© Greenpeace

La centaine de personnes tuées lors du récent incendie d’une usine textile au Bangladesh nous rappelle que les vêtements que nous portons ont pour beaucoup été fabriqués dans des conditions de travail et de sécurité déplorables. Nombre de consommateurs s’en émeuvent. D’autres s’en moquent au contraire, pourvu qu’il consomment. Mais que quelque produit chimique dangereux imprègne le tissu de les sacro-saintes fringues et ça ne va plus…
Greenpeace l’a bien compris, qui liste depuis plusieurs années les substances toxiques contenues dans les vêtements, accessoires et chaussures, substances qui peuvent avoir des conséquences délétères tant sur l’organisme humain que sur l’environnement.
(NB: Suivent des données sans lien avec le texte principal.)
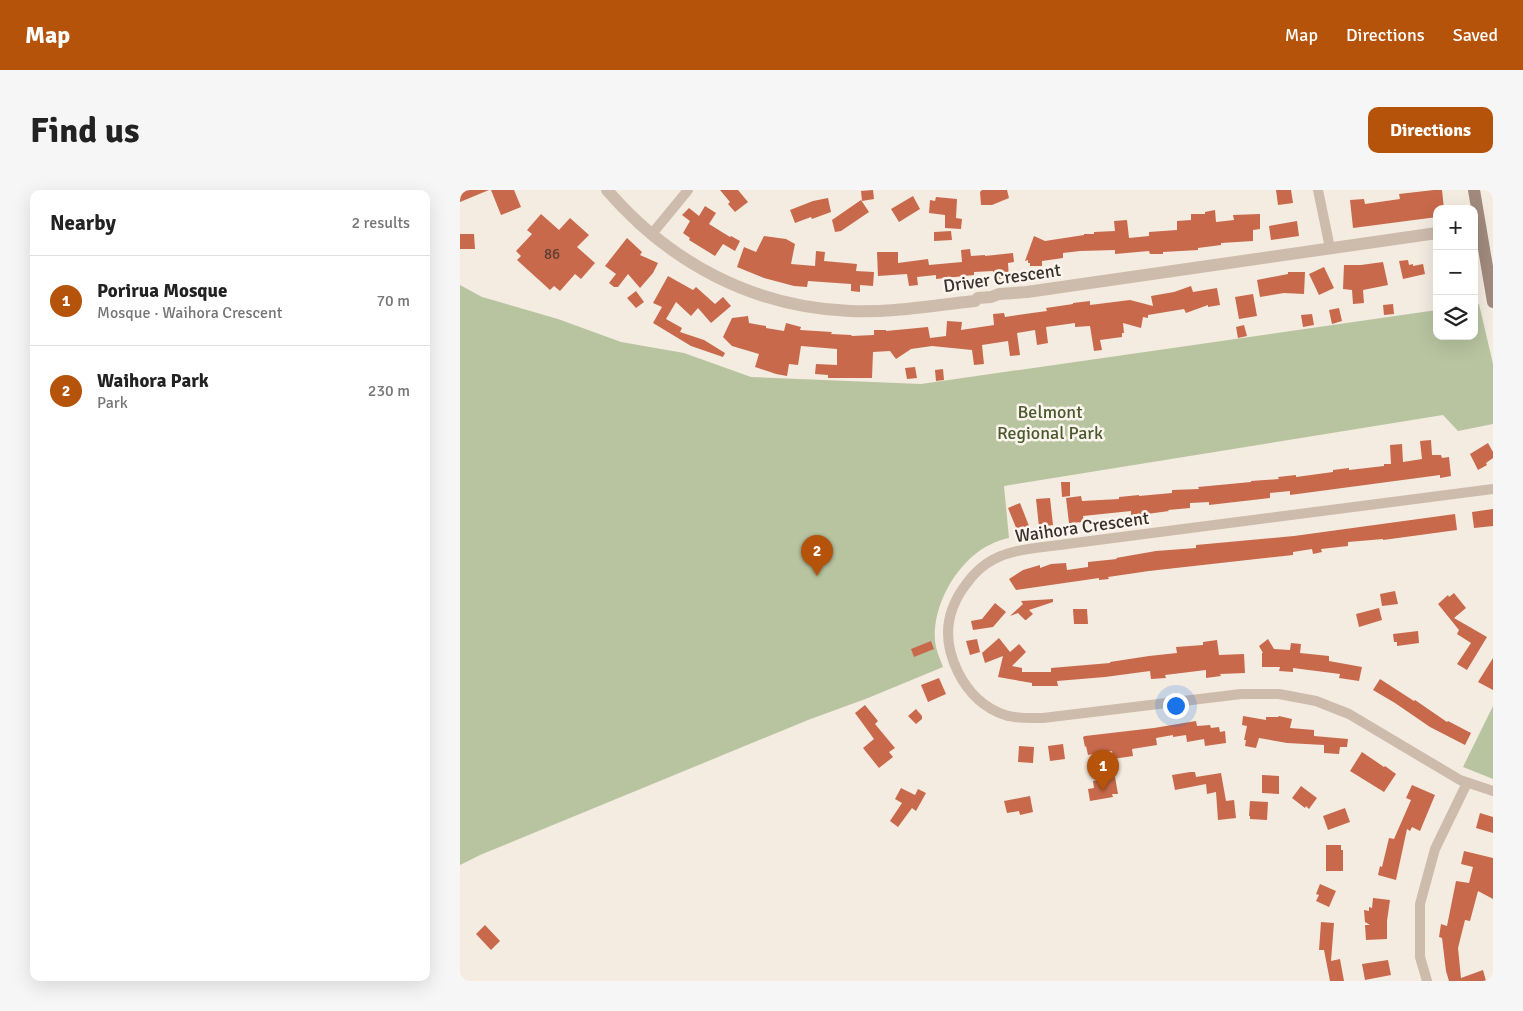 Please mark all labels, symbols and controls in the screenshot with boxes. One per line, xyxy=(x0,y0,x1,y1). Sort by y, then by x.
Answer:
text: Map xyxy=(25,20,70,50)
text: Map xyxy=(1285,24,1318,46)
text: Directions xyxy=(1346,24,1425,46)
text: Saved xyxy=(1453,24,1498,46)
button: Directions xyxy=(1368,107,1493,153)
text: Find us xyxy=(30,109,140,152)
map controls xyxy=(1433,205,1478,340)
button: + xyxy=(1433,205,1478,250)
text: Nearby xyxy=(50,210,116,236)
text: 2 results xyxy=(351,213,410,233)
house number: 86 xyxy=(544,245,560,263)
button: − xyxy=(1433,250,1478,295)
street label: Driver Crescent xyxy=(942,259,1062,297)
text: Porirua Mosque xyxy=(97,279,227,303)
text: 1 xyxy=(62,291,70,311)
text: 70 m xyxy=(376,291,410,311)
button: layers xyxy=(1433,295,1478,340)
text: Mosque · Waihora Crescent xyxy=(97,303,282,323)
text: Waihora Park xyxy=(97,369,209,393)
text: 2 xyxy=(62,381,70,401)
text: 230 m xyxy=(368,381,410,401)
text: Park xyxy=(97,393,128,413)
park label: Belmont Regional Park xyxy=(997,401,1103,444)
street label: Waihora Crescent xyxy=(1014,507,1150,547)
pin: 2 xyxy=(801,535,833,576)
your location xyxy=(1163,693,1189,719)
pin: 1 xyxy=(1087,750,1119,791)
Toutes ou presque les grandes marques internationales — Abercombie & Fitch, Adidas, Armani, Benetton, C&A, Calvin Klein, Converse, Diesel, Esprit, Gap, G-Star Raw, H&M, Kappa, Levi’s, Mango, Marks & Spencer, Nike, Puma, Ralph Lauren, Tommy Hilfiger, Uniqlo, Victoria Secrets, Zara, etc. — sont concernées. Distributeurs bon marché ou « marques-tendance-qu’il-faut-absolument-porter », même combat !
Où tous ces produits sont-ils fabriqués ? Au Bangladesh justement, mais aussi en Chine, en Egypte, en Inde, en Indonésie, au Maroc, au Mexique, au Pakistan, en Turquie, au Vietnam ainsi que dans des pays inconnus (!). Et où sont-ils commercialisés ? Partout, en France y compris.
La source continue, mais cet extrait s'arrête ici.